Coder Social home page Coder Social logo

ice's Introduction

ICE: Item Concept Embedding via Textual Information

1. Introduction

The ICE toolkit is designed to embed the concepts of items into an embedding representation such that the resulted embeddings can be compared in terms of overall conceptual similarity regardless of item types (ICE: Item Concept Embedding via Textual Information, SIGIR 2017). For example, a song can be used to retrieve conceptually similar songs (homogeneous) as well as conceptually similar concepts (heterogeneous).

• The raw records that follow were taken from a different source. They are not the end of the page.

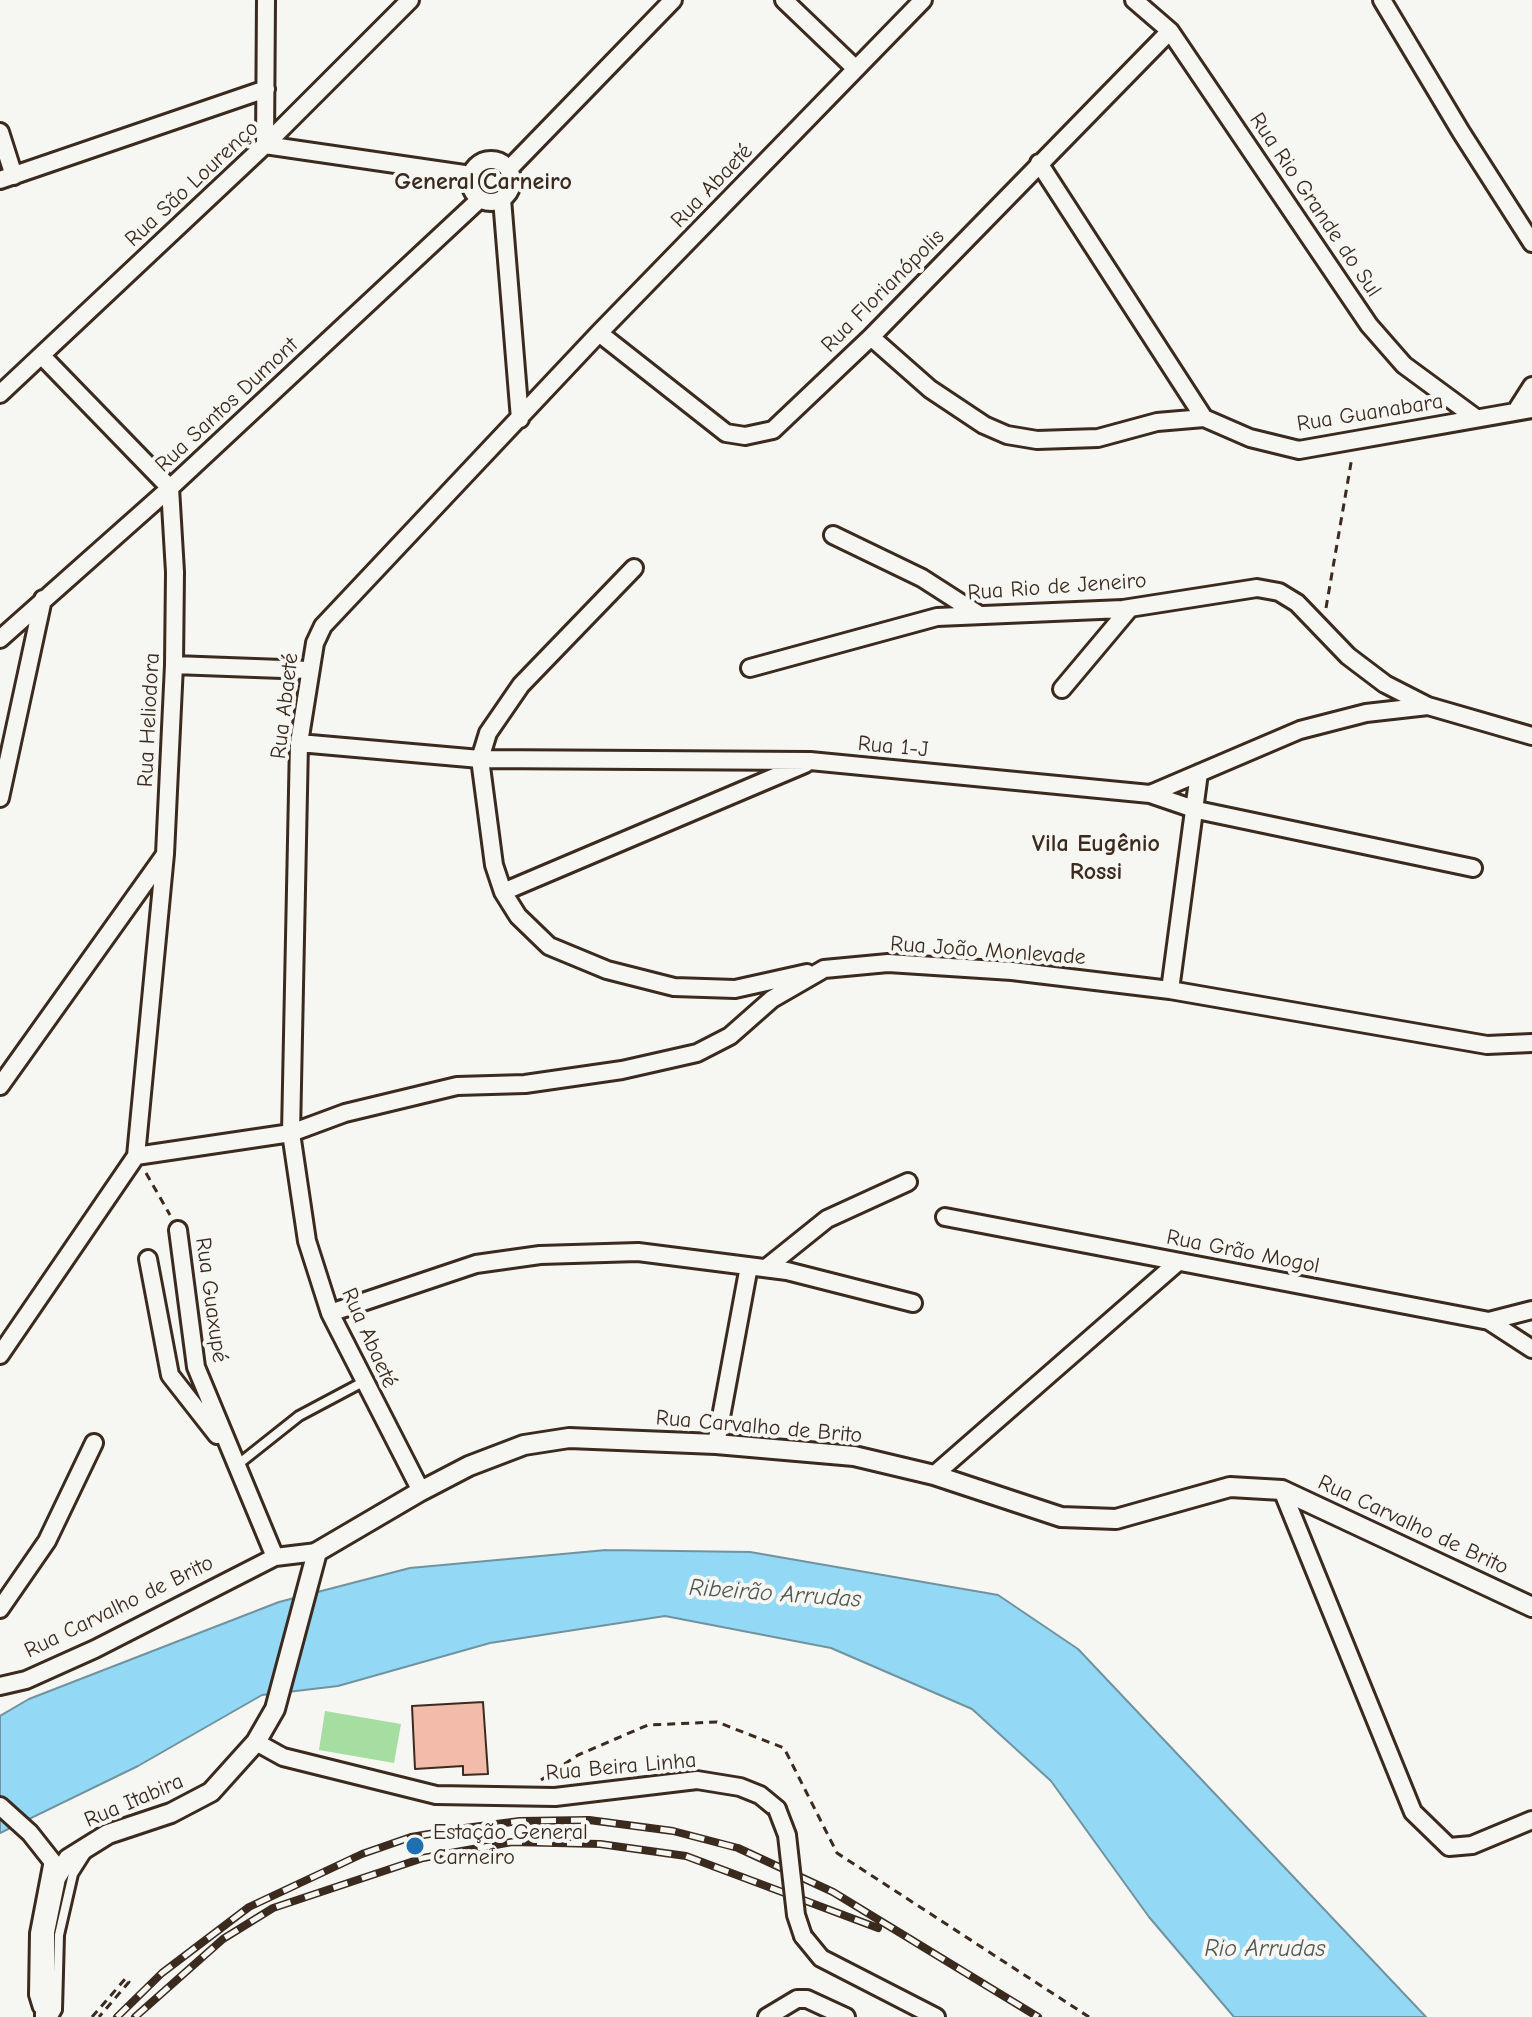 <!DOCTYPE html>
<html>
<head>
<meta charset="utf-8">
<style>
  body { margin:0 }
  canvas { display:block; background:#f6f6f2 }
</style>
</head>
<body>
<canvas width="1532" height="2017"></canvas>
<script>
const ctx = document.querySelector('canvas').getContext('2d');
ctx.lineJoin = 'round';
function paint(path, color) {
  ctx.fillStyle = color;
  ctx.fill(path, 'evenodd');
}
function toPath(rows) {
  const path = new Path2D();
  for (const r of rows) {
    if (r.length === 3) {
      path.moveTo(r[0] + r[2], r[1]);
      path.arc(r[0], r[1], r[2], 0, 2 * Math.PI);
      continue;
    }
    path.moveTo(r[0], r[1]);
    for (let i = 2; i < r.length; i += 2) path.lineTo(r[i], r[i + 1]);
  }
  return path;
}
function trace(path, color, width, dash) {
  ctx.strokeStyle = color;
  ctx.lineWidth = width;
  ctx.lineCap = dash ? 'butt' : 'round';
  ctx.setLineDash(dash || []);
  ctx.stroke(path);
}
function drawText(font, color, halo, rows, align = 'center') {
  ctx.font = font + ' "Comic Neue",sans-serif';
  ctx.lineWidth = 8;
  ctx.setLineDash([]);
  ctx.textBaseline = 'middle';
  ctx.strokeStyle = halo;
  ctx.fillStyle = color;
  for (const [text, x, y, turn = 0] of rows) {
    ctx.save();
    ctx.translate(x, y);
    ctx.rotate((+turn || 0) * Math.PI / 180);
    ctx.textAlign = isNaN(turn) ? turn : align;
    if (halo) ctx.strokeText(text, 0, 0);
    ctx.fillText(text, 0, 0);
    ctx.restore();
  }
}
paint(toPath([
  [325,1711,401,1724,394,1763,319,1750]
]), '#a6dda1');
const water = toPath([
  [606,1550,750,1552,998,1595,1078,1649,1426,2017,1234,2017,1149,1917,1051,1781,972,1709,831,1648,665,1616,490,1643,338,1686,262,1695,138,1766,0,1833,0,1716,29,1699,279,1602,410,1568,606,1550]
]);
paint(water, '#93d9f5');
trace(water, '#70939f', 2);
const building = toPath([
  [483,1702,488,1774,463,1775,463,1766,415,1769,412,1706,483,1702]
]);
paint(building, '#f3bba9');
trace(building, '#3b2a1e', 2);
const service = toPath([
  [236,1466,299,1416,363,1382],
  [38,2008,34,1995,35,1933,49,1860],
  [53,2017,57,2010,59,1935,73,1874,87,1852]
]);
const minor = toPath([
  [266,0,265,145,471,175],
  [784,0,856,69],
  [1134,0,1170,31,1369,325,1404,365,1476,418],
  [1382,0,1461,132,1532,243],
  [0,132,14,176],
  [491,181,21],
  [1039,163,1204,418],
  [509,169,673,0],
  [0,180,266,89],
  [502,199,520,419],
  [599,333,726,433,745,436,773,430,871,337,1170,31],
  [871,337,930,389,984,425,1007,435,1037,440,1098,438,1157,422,1204,418,1250,438,1299,450,1532,409],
  [0,394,265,145,410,0],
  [1516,411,1532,386],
  [833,535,922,578,978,614],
  [634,568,521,685,488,733,480,759,494,865,503,892,518,916,549,946,607,970,674,987,735,989,807,973],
  [0,639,170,488,480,199],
  [174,665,309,670],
  [750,668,937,617,1123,609,1257,588,1279,592,1297,603,1348,656,1385,684,1428,706],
  [1062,689,1130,608],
  [299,743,480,759,810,761,1150,794,1197,810,1473,868],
  [1150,794,1300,730,1366,713,1428,706,1532,736],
  [0,798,43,599],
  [503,892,805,764],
  [1170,990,1199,773],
  [0,1086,164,856],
  [136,1156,291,1133,345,1113,457,1086,525,1084,622,1070,697,1053,730,1036,772,999,824,969,888,963,1012,971,1170,990,1487,1045,1532,1043],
  [945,1217,1489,1321,1532,1310],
  [178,1230,196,1367,275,1557],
  [148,1259,170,1375,217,1435],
  [766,1268,827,1219,908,1182],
  [330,1313,476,1264,540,1255,638,1252,787,1271,913,1303],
  [1489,1321,1532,1349],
  [0,1355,136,1156,165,854,174,665,175,572,170,488,42,356],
  [716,1444,749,1266],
  [934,1475,1178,1262],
  [1282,1490,1413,1812,1449,1847,1472,1845,1532,1820],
  [421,1491,330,1313,307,1241,291,1133,299,743,315,643,323,626,599,333,923,0],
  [0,1609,47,1541,94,1443],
  [0,1686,26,1680,95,1649,275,1557,317,1552],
  [256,1742,283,1757,436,1795,555,1797,697,1780,740,1787,760,1795,777,1809],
  [0,1806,30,1833,60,1871],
  [803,1936,821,1958,936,2017],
  [767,2017,797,1999,807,1999,846,2017]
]);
const tertiary = toPath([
  [45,2017,45,1932,56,1878,68,1859,108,1834,171,1813,211,1792,256,1742,275,1709,317,1552,421,1491,469,1466,524,1445,569,1438,716,1444,854,1456,934,1475,1061,1517,1116,1519,1230,1487,1282,1490,1532,1607]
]);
trace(service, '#3b2a1e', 14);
trace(minor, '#3b2a1e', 22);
trace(tertiary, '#3b2a1e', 24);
trace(toPath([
  [1326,608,1352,457],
  [146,1173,170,1215],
  [541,1780,578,1755,648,1725,717,1722,784,1748,837,1853,1089,2017],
  [92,2017,126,1978,129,1982,99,2017]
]), '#3b2a1e', 3, [8, 6]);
trace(service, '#f6f6f2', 8);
trace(minor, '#f6f6f2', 16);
trace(tertiary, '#f6f6f2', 18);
const rail = toPath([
  [117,2017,162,1973,249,1907,362,1854,411,1837,465,1828,520,1821,589,1820,673,1831,738,1848,833,1892,1038,2017],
  [135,2017,223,1939,273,1908,423,1858,512,1842,600,1844,686,1856,878,1928]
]);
trace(rail, '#3b2a1e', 8);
trace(rail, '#f6f6f2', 5, [15]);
const minorBridge = toPath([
  [777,1809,787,1835,796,1915,803,1936]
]);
trace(minorBridge, '#3b2a1e', 22, []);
trace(minorBridge, '#f6f6f2', 16);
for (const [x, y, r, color] of [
  [415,1846,10,"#1f6fb2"]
]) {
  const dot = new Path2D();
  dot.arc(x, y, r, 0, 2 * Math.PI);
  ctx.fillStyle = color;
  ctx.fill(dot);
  trace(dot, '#f6f6f2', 3);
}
drawText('22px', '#3b2a1e', '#f6f6f2', [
  ["Rua São Lourenço",192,184,-43],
  ["Rua Abaeté",712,186,-46],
  ["Rua Rio Grande do Sul",1315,205,56],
  ["Rua Florianópolis",883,291,-45],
  ["Rua Santos Dumont",227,405,-43],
  ["Rua Guanabara",1370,413,-9],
  ["Rua Rio de Jeneiro",1057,587,-4],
  ["Rua Abaeté",285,706,-83],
  ["Rua Heliodora",149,720,-87],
  ["Rua 1-J",893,747,5],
  ["Rua João Monlevade",988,951,4],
  ["Rua Grão Mogol",1243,1252,11],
  ["Rua Guaxupé",211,1300,82],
  ["Rua Abaeté",369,1338,66],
  ["Rua Carvalho de Brito",759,1427,5],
  ["Rua Carvalho de Brito",1413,1525,25],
  ["Rua Carvalho de Brito",119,1607,-26],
  ["Rua Beira Linha",621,1767,-5],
  ["Rua Itabira",134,1801,-23]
]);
drawText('22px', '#3b2a1e', '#f6f6f2', [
  ["Estação General",433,1833],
  ["Carneiro",433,1858]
], 'left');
drawText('bold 24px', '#3b2a1e', '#f6f6f2', [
  ["General Carneiro",483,182],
  ["Vila Eugênio",1096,844],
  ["Rossi",1096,872]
]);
drawText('italic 24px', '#515654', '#f6f6f2', [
  ["Ribeirão Arrudas",775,1594,4],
  ["Rio Arrudas",1265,1949]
]);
</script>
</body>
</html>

In specific, ICE incorporates items and their representative concepts (words extracted from the item's textual information) using a heterogeneous network and then learns the embeddings for both items and concepts in terms of the shared concept words. Since items are defined in terms of concepts, adding expanded concepts into the network allows the learned embeddings to be used to retrieve conceptually more diverse and yet relevant results.

1.1. System Requirements

  • gcc 6.4
  • python3
  • cython

1.2. Getting Started

Download:

$ git clone https://github.com/cnclabs/ICE
$ cd ./ICE/ICE

Compile command line interface:

$ make ice

Compile python3 API:

This is an alternative way to use the toolkit via its APIs. For the usage, please refer to Section 2.2.2.

$ make python

[Note: The API is only tested with Python 3.]

2. Usages

2.1. ICE Network Construction

Users need to provide an entity-text network and a text-text network to construct an ICE network. For more details, please refer to our paper.

Entity-text network format: "item word weight"

Toy_Story toys 1
Toy_Story stuffed_animals 1
Star_Wars jedi 1
Star_Wars rebel 1

Text-text network format: "word word weight"

toys toys 1
toys stuffed_animals 1
stuffed_animals toys 1
stuffed_animals stuffed_animals 1
jedi jedi 1
rebel rebel 1
Run:
$ python3 construct_graph.py -et ../data/movie_et.edge -tt ../data/movie_tt.edge -ice movie_ice.edge
Parameters:
    -et <string>, --et_network <string>
        Input Entity-text Network
    -tt <string>, --tt_network <string>
        Input Text-text Network
    -ice <string>, --ice_network <string>
        Output ICE Network

For sample files, please see data/movie_et.edge and data/movie_tt.edge.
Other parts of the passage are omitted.